All of the records below are to be printed exactly; the pictures are to be left out.

= = =

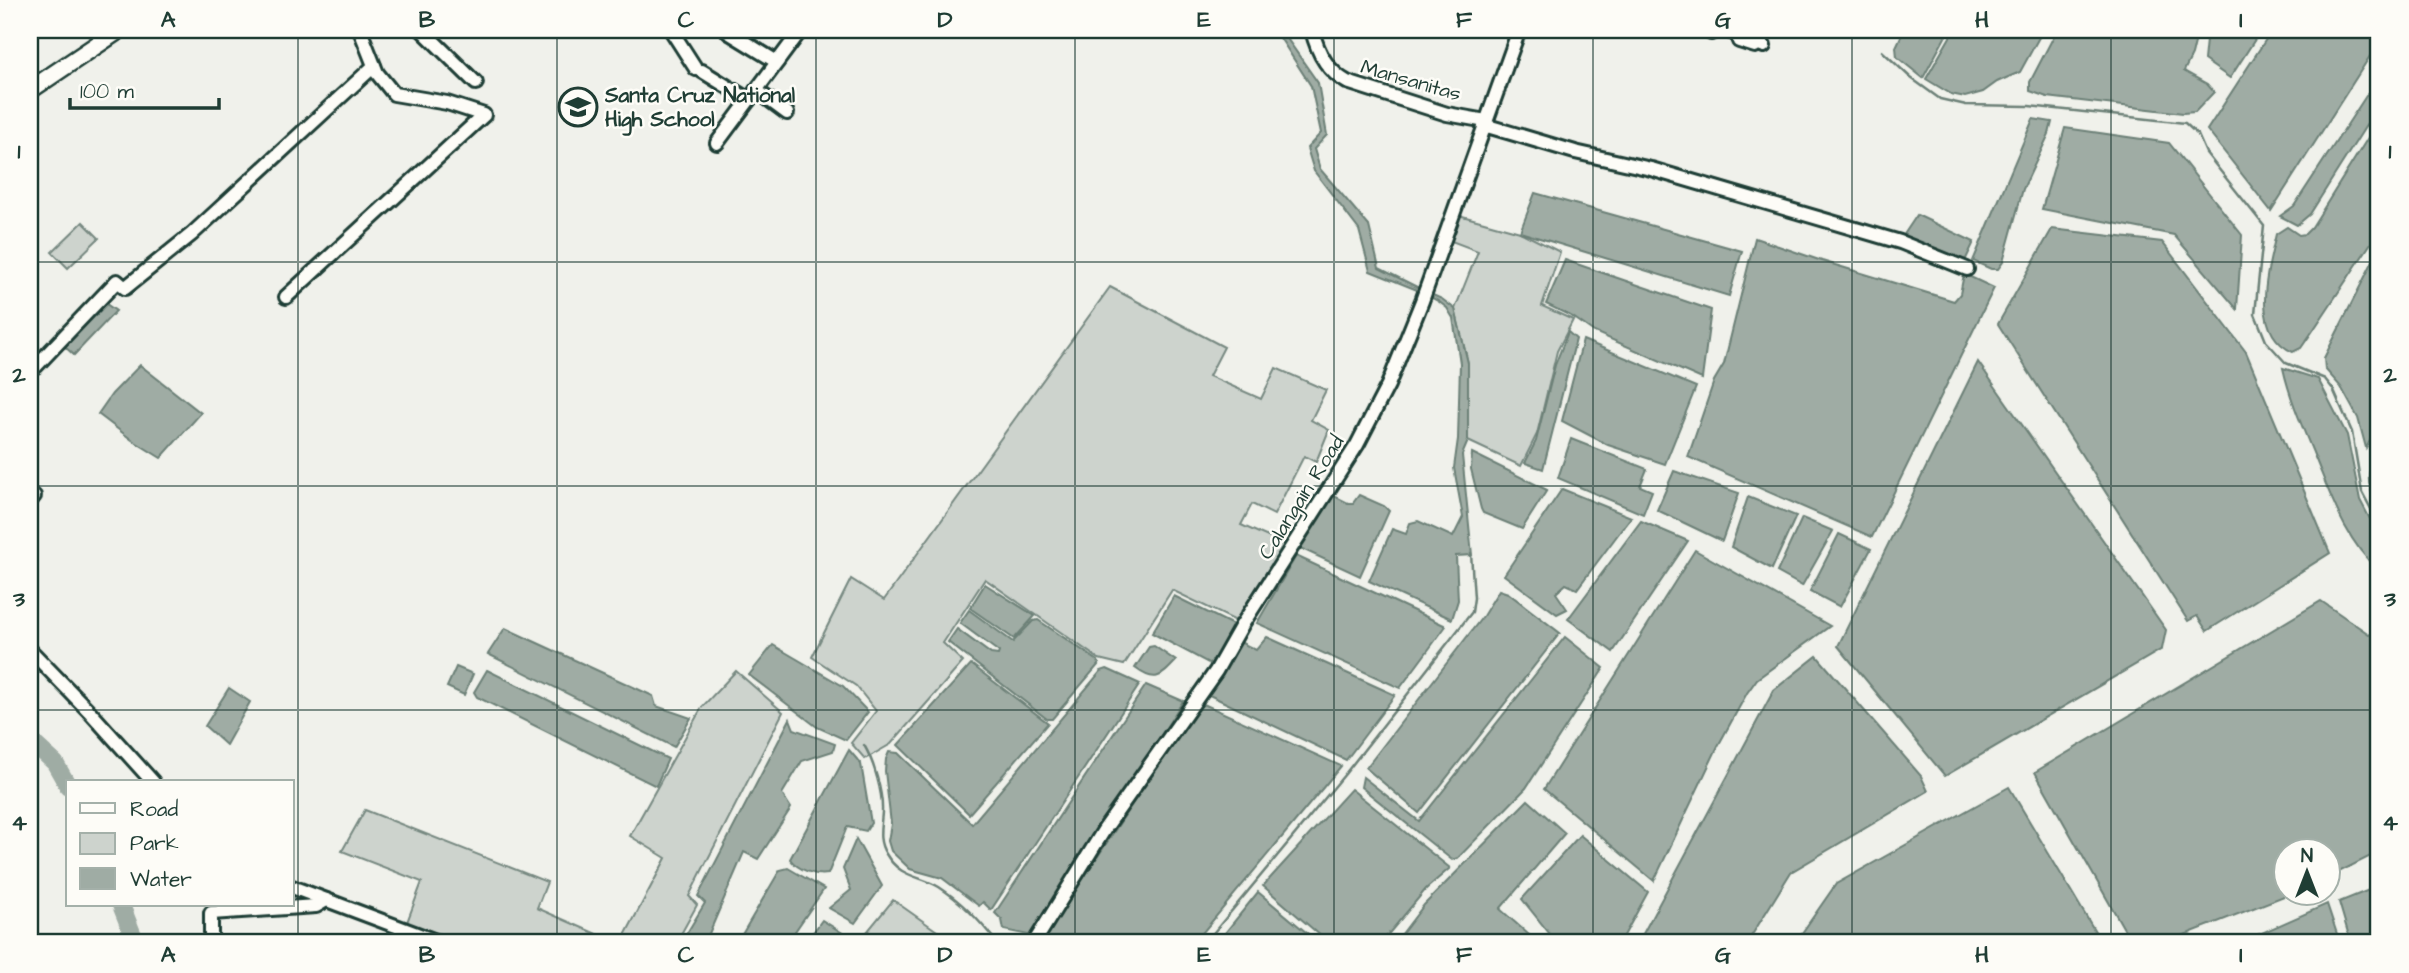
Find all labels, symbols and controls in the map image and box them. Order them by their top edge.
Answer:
text: A [161,4,176,36]
text: B [419,4,436,36]
text: C [678,4,695,36]
text: D [938,4,953,36]
text: E [1197,4,1211,36]
text: F [1456,4,1473,36]
text: G [1715,4,1731,36]
text: H [1975,4,1989,36]
text: I [2239,4,2243,36]
street label: Mansanitas [1357,52,1464,109]
scale bar [70,66,219,110]
text: 100 m [80,77,135,106]
place label: Santa Cruz National High School [604,81,796,136]
school or university icon: Santa Cruz National High School [557,86,599,128]
text: 1 [18,135,21,167]
text: 1 [2389,135,2392,167]
text: 2 [11,359,26,391]
text: 2 [2382,359,2397,391]
street label: Calangain Road [1252,429,1353,566]
text: 3 [12,583,25,615]
text: 3 [2383,583,2396,615]
legend [66,780,294,906]
text: Road [130,795,178,824]
text: 4 [11,807,27,839]
text: 4 [2382,807,2398,839]
text: Park [130,829,179,858]
north arrow [2272,836,2342,906]
text: N [2301,843,2313,870]
text: Water [130,865,192,894]
text: A [161,939,176,971]
text: B [419,939,436,971]
text: C [678,939,695,971]
text: D [938,939,953,971]
text: E [1197,939,1211,971]
text: F [1456,939,1473,971]
text: G [1715,939,1731,971]
text: H [1975,939,1989,971]
text: I [2239,939,2243,971]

= = =

• Your response
Find all labels, symbols and controls in the map image and box them. Order them by their top edge.
Answer:
text: A [161,4,176,36]
text: B [419,4,436,36]
text: C [678,4,695,36]
text: D [938,4,953,36]
text: E [1197,4,1211,36]
text: F [1456,4,1473,36]
text: G [1715,4,1731,36]
text: H [1975,4,1989,36]
text: I [2239,4,2243,36]
street label: Mansanitas [1357,52,1464,109]
scale bar [70,66,219,110]
text: 100 m [80,77,135,106]
place label: Santa Cruz National High School [604,81,796,136]
school or university icon: Santa Cruz National High School [557,86,599,128]
text: 1 [18,135,21,167]
text: 1 [2389,135,2392,167]
text: 2 [11,359,26,391]
text: 2 [2382,359,2397,391]
street label: Calangain Road [1252,429,1353,566]
text: 3 [12,583,25,615]
text: 3 [2383,583,2396,615]
legend [66,780,294,906]
text: Road [130,795,178,824]
text: 4 [11,807,27,839]
text: 4 [2382,807,2398,839]
text: Park [130,829,179,858]
north arrow [2272,836,2342,906]
text: N [2301,843,2313,870]
text: Water [130,865,192,894]
text: A [161,939,176,971]
text: B [419,939,436,971]
text: C [678,939,695,971]
text: D [938,939,953,971]
text: E [1197,939,1211,971]
text: F [1456,939,1473,971]
text: G [1715,939,1731,971]
text: H [1975,939,1989,971]
text: I [2239,939,2243,971]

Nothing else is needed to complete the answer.